Tajik authorities clarify the volumes of products imported by the state-run agency on preferential terms

Asia-Plus

The Government of Tajikistan has endorsed the list and volumes of basic imported by the Agency on State Material Reserves into the country on preferential terms.  

In accordance with government’s resolution, these products include food, diesel fuel and gasoline. 

Thus, import of 80,000 tons of wheat flour, 20,000 tons of sugar, 200 tons of meat, 5,000 tons of vegetable oil, 5,000 tons of wheat flour, 2,000 tons of rice, 30,000 tons of diesel fuel, and 15,000 tons of gasoline is exempted from payment of the value added tax (VAT) and customs duties.  

These products are reportedly bought and supplied to the country in the framework of a loan attracted from the Islamic Development Bank (IsDB).  

Recall, Tajikistan’s lower chamber (Majlisi Namoyandagon) of parliament on March 31 enhanced the bill on amendments proposed to the country’s laws on the national budget for 2021.  The amendments, in particular, provide for exempting the Agency on State Material Reserves from paying VAT, excise tax and customs duties on food and fuel deliveries.

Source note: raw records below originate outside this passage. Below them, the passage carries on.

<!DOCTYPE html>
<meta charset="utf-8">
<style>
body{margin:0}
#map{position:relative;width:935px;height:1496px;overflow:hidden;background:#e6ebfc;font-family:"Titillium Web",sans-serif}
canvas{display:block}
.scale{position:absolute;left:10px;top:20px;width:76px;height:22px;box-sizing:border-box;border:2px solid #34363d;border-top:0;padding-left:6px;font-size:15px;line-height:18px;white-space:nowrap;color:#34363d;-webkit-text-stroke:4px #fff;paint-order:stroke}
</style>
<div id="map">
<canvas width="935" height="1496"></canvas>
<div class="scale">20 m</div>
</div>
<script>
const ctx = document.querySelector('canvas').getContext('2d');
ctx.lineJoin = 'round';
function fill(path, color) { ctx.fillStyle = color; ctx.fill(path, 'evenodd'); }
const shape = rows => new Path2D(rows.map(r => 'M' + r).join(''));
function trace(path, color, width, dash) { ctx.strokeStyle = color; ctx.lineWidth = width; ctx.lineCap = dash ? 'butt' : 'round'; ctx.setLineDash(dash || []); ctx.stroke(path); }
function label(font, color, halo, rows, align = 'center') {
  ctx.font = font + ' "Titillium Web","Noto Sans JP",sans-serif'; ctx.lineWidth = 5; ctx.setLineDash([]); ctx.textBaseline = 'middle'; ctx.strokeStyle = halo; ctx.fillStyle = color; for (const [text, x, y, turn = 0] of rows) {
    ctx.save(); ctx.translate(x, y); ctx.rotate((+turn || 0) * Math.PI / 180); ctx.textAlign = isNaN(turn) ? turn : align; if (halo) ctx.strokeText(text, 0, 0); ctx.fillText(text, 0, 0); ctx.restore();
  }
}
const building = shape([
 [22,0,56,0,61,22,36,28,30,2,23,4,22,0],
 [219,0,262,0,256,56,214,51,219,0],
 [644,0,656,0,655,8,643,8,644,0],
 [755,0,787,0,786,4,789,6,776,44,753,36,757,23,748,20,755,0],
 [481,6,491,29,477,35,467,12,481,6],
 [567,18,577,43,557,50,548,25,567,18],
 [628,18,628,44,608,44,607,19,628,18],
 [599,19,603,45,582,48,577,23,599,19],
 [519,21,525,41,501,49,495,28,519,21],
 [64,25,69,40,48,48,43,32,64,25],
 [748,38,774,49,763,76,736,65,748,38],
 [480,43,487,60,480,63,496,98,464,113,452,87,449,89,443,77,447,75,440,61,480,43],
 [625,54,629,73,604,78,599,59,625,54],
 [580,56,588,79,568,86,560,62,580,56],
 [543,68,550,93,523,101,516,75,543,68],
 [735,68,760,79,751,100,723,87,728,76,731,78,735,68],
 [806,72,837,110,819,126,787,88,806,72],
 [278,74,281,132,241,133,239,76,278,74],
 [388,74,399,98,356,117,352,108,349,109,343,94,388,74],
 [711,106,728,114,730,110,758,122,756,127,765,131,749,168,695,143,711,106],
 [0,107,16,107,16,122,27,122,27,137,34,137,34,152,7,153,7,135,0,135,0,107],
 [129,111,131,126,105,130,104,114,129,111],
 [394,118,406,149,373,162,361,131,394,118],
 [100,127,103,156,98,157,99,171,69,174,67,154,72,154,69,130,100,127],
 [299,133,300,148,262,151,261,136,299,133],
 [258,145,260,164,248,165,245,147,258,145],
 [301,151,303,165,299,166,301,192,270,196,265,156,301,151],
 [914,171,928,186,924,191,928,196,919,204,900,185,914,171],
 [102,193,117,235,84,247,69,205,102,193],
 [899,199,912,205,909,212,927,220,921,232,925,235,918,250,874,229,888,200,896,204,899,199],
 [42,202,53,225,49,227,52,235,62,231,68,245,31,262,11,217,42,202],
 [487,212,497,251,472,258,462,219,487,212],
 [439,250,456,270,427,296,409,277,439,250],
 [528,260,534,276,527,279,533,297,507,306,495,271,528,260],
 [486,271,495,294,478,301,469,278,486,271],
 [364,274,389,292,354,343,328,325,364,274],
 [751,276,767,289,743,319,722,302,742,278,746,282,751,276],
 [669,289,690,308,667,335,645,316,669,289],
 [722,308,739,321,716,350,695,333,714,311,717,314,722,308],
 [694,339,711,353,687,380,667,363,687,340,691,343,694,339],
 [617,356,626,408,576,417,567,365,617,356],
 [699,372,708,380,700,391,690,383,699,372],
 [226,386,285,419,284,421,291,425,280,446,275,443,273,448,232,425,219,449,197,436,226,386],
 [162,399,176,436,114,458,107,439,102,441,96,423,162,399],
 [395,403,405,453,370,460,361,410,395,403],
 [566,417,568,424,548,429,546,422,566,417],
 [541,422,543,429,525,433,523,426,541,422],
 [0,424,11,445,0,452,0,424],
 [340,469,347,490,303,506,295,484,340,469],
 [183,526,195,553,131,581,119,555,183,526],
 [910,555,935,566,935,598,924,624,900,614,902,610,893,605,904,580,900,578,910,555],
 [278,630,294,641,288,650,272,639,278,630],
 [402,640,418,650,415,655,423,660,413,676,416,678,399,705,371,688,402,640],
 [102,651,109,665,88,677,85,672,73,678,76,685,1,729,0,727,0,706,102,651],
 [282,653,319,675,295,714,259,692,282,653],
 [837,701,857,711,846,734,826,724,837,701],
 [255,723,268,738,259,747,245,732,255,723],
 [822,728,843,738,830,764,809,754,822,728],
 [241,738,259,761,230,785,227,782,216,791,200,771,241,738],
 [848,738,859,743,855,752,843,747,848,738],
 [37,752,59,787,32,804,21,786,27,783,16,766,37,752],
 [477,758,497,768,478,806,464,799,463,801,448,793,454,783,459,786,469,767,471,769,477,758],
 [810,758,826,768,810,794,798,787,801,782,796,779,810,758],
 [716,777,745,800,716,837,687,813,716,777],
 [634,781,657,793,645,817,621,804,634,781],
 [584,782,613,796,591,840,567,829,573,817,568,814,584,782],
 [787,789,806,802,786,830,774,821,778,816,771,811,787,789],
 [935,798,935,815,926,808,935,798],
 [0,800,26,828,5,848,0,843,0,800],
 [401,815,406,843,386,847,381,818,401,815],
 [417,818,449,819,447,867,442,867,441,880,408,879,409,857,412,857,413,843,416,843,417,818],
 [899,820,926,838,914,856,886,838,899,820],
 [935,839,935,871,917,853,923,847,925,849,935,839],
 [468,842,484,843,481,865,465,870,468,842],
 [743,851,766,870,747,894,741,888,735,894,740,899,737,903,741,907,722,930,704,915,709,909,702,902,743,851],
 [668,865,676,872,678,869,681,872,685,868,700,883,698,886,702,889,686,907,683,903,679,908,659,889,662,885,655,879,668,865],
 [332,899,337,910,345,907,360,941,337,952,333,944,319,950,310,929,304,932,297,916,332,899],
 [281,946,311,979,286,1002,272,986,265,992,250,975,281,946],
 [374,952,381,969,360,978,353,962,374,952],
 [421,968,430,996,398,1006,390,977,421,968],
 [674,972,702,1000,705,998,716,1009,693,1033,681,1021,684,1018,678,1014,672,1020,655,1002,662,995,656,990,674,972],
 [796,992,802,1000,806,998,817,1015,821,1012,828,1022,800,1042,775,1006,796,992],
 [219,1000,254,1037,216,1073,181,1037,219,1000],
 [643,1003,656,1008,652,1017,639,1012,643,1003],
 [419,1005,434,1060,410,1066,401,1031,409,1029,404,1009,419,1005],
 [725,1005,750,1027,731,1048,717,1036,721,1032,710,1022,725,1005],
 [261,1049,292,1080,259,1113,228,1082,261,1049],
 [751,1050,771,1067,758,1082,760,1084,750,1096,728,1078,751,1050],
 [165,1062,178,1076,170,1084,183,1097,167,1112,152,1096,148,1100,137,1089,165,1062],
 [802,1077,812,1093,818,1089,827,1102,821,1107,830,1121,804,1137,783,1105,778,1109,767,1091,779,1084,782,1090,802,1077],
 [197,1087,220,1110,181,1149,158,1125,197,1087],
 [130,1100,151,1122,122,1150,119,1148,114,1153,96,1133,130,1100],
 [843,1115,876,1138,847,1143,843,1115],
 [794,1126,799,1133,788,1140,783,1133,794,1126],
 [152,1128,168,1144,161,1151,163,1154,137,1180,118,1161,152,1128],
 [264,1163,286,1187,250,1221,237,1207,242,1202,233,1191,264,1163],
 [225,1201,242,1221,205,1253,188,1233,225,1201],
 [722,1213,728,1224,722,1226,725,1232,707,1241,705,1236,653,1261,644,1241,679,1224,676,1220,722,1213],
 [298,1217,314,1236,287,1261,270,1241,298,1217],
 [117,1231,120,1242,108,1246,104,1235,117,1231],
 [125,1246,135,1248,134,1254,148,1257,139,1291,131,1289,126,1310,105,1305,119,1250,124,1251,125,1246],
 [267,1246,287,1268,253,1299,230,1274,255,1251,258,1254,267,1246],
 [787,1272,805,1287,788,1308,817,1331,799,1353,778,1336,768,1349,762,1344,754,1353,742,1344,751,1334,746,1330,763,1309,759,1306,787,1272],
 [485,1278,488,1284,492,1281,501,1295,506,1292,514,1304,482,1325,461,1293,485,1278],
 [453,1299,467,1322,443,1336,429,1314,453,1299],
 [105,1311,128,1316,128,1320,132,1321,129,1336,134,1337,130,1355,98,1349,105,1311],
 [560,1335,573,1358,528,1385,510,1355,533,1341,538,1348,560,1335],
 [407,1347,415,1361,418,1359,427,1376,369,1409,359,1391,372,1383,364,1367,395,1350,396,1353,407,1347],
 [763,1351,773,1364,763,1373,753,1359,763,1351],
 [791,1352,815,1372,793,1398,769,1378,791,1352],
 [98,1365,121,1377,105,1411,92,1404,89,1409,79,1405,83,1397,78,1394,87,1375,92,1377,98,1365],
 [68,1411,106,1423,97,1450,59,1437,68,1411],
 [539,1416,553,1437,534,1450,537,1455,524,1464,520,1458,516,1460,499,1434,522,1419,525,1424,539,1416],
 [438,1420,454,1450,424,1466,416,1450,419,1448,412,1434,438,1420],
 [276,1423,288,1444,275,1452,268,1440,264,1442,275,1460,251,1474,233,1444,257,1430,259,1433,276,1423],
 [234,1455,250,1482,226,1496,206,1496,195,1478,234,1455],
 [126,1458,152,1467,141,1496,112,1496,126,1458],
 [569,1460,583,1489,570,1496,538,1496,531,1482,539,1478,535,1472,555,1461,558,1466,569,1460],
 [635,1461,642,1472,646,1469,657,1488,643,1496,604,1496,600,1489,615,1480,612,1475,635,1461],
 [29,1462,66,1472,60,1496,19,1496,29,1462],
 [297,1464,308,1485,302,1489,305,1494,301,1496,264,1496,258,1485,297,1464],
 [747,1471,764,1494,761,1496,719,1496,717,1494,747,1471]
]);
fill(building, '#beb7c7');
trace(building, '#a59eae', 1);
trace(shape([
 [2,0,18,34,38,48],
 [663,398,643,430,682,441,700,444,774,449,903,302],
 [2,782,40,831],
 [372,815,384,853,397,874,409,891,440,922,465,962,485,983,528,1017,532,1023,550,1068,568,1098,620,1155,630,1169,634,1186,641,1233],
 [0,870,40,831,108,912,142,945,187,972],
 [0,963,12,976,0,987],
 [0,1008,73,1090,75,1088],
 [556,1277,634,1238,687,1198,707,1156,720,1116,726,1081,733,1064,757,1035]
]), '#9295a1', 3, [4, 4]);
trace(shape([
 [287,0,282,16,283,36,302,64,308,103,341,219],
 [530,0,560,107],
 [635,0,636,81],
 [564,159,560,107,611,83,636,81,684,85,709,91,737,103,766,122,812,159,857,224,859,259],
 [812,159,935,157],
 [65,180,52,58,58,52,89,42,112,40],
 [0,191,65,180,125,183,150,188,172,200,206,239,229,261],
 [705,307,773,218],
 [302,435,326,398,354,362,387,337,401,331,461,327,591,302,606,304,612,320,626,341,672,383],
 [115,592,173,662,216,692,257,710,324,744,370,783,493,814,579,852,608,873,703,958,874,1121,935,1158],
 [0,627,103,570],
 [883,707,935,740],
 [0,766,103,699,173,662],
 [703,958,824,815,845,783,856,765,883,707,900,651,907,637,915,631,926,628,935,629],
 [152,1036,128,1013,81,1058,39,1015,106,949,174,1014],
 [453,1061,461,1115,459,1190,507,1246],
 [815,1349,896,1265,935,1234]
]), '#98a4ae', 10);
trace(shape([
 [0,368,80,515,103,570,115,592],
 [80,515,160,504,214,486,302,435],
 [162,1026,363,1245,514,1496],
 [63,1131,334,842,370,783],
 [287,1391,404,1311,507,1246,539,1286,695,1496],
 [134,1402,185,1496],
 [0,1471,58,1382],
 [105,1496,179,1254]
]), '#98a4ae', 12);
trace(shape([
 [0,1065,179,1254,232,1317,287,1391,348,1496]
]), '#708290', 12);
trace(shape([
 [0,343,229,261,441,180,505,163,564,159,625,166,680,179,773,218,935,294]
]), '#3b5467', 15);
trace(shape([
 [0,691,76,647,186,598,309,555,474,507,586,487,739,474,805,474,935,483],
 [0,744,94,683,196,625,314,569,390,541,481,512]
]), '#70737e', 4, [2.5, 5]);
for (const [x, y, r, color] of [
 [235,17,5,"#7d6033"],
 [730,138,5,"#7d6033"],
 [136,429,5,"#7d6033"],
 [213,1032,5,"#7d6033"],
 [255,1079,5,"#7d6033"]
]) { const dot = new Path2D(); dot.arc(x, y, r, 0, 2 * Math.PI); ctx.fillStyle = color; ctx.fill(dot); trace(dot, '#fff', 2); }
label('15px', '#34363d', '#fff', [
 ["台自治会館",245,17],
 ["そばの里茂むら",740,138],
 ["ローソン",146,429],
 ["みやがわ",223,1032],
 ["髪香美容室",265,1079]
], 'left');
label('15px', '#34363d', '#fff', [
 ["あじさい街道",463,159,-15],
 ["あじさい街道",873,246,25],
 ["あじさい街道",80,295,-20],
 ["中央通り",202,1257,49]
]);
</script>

The tax benefits are reportedly granted to the Agency for the purpose of curbing prices for gasoline and basic food products in the country.

Members of the Association of Suppliers of Petroleum Products and Liquefied Natural Gas of Tajikistan in early April sent a letter to President Emomali Rahmon, which, in particular, notes that amendments offered to the country’s law on the national budget for 2021 violate the norms of the country’s law on protection of competition.

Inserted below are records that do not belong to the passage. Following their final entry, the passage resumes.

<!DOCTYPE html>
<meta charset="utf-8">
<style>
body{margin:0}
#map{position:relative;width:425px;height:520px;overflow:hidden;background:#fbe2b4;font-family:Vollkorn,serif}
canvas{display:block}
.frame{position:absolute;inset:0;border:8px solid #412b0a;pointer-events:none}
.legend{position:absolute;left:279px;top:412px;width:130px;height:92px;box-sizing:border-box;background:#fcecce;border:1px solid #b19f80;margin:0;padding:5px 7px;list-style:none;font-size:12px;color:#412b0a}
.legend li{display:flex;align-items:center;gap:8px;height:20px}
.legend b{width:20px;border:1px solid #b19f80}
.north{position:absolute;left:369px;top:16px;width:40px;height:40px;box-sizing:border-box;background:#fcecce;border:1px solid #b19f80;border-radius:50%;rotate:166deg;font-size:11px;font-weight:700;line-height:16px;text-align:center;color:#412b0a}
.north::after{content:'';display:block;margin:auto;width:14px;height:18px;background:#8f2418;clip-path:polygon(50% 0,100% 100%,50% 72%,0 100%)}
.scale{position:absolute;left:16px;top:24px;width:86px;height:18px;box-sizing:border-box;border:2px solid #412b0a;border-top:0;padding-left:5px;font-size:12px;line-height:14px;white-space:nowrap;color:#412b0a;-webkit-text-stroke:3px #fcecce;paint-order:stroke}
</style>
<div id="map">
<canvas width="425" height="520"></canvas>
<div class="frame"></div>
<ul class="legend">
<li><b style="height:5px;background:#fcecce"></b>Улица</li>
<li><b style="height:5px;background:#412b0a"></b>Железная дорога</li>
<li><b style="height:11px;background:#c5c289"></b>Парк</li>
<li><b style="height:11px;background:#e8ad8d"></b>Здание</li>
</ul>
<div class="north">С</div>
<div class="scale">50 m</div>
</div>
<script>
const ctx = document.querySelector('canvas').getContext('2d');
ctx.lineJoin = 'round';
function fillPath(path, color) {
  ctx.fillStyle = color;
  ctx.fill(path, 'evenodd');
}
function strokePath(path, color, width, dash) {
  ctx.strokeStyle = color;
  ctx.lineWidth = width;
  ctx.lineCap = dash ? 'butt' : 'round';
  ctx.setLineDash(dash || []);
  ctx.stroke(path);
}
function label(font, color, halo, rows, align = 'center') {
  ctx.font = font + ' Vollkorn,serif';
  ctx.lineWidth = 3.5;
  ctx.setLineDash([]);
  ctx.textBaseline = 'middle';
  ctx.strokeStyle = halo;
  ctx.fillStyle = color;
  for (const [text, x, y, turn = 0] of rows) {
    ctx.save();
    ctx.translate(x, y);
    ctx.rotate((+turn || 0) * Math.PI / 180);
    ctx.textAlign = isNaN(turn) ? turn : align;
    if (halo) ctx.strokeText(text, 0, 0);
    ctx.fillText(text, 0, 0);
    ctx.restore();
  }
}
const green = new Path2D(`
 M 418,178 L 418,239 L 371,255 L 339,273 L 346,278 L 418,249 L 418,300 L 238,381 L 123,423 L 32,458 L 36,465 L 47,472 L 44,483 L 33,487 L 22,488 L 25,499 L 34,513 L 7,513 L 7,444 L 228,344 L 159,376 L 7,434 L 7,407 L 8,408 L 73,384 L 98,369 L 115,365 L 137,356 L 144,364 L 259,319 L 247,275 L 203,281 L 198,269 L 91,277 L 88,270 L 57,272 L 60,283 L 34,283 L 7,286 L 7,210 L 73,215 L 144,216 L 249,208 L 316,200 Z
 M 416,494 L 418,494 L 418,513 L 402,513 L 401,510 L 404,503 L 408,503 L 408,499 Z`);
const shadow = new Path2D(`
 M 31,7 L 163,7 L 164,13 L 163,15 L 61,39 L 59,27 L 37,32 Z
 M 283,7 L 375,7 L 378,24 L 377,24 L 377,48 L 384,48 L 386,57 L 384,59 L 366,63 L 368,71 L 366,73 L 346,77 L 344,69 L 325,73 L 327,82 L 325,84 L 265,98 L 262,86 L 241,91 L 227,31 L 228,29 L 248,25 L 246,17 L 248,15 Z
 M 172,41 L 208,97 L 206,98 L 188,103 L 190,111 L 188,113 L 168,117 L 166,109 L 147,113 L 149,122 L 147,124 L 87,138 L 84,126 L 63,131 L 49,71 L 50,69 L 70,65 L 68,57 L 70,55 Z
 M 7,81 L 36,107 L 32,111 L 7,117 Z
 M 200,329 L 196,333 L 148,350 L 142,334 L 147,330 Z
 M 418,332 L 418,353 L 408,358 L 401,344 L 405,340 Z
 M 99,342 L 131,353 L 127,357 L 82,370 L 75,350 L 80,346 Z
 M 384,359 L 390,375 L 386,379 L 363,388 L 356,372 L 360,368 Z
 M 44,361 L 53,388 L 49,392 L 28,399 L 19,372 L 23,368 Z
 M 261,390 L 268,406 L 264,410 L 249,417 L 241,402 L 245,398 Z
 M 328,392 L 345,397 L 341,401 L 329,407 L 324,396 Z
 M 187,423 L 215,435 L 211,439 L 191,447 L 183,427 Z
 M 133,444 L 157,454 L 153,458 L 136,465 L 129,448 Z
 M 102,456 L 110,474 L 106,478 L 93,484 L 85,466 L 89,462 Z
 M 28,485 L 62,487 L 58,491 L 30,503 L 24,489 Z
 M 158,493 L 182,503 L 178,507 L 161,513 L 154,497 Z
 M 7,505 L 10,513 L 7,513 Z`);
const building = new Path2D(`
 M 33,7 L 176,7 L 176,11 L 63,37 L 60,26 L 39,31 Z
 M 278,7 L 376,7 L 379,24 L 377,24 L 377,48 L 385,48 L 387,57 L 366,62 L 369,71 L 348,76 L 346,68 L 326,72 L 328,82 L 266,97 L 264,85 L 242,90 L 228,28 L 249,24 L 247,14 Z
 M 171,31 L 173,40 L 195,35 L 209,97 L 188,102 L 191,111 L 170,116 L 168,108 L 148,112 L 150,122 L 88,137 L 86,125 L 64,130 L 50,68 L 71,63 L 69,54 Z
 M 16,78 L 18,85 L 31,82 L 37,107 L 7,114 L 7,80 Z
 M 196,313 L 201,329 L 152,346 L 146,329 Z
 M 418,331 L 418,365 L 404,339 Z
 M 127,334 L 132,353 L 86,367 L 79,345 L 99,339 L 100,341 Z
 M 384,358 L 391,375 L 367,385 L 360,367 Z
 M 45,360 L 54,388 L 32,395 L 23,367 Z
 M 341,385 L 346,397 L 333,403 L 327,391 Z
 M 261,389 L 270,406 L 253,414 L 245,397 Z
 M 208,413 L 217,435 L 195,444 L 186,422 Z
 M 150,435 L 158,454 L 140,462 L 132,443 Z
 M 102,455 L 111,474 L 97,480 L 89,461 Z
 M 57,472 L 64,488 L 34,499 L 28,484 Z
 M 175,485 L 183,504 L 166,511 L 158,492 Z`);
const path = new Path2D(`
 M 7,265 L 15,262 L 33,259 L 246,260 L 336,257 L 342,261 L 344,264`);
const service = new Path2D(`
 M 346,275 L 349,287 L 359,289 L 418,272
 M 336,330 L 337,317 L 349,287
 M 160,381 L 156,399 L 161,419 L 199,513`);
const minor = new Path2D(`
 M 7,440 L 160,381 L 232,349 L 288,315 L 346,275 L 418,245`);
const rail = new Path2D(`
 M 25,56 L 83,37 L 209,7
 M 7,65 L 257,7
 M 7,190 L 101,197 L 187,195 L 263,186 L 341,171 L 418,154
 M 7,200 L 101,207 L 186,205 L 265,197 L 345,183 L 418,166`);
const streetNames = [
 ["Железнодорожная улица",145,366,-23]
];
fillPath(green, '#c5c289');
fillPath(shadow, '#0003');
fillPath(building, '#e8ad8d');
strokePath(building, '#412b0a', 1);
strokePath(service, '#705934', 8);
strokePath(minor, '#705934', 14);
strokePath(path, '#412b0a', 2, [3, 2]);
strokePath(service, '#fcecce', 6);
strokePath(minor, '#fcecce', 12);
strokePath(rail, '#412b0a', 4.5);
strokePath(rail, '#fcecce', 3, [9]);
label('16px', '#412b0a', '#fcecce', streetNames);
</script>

The letter signed by the Association director Yorahmad Begahmadov and top managers of 18 fuel supply companies, said that the Association members control 80 percent of the country’s fuel market, while the share of the Agency on State Material Reserves in the country’s fuel market over the past two years has been only 3.0 percent.         

Authors of the letter noted that benefits provided by the government to the Agency on State Material Reserves significantly reduce its fuel import costs and they ask the president for the same benefits.

Otherwise, the Association members will not be able to compete and will be forced to leave the market, the letter said.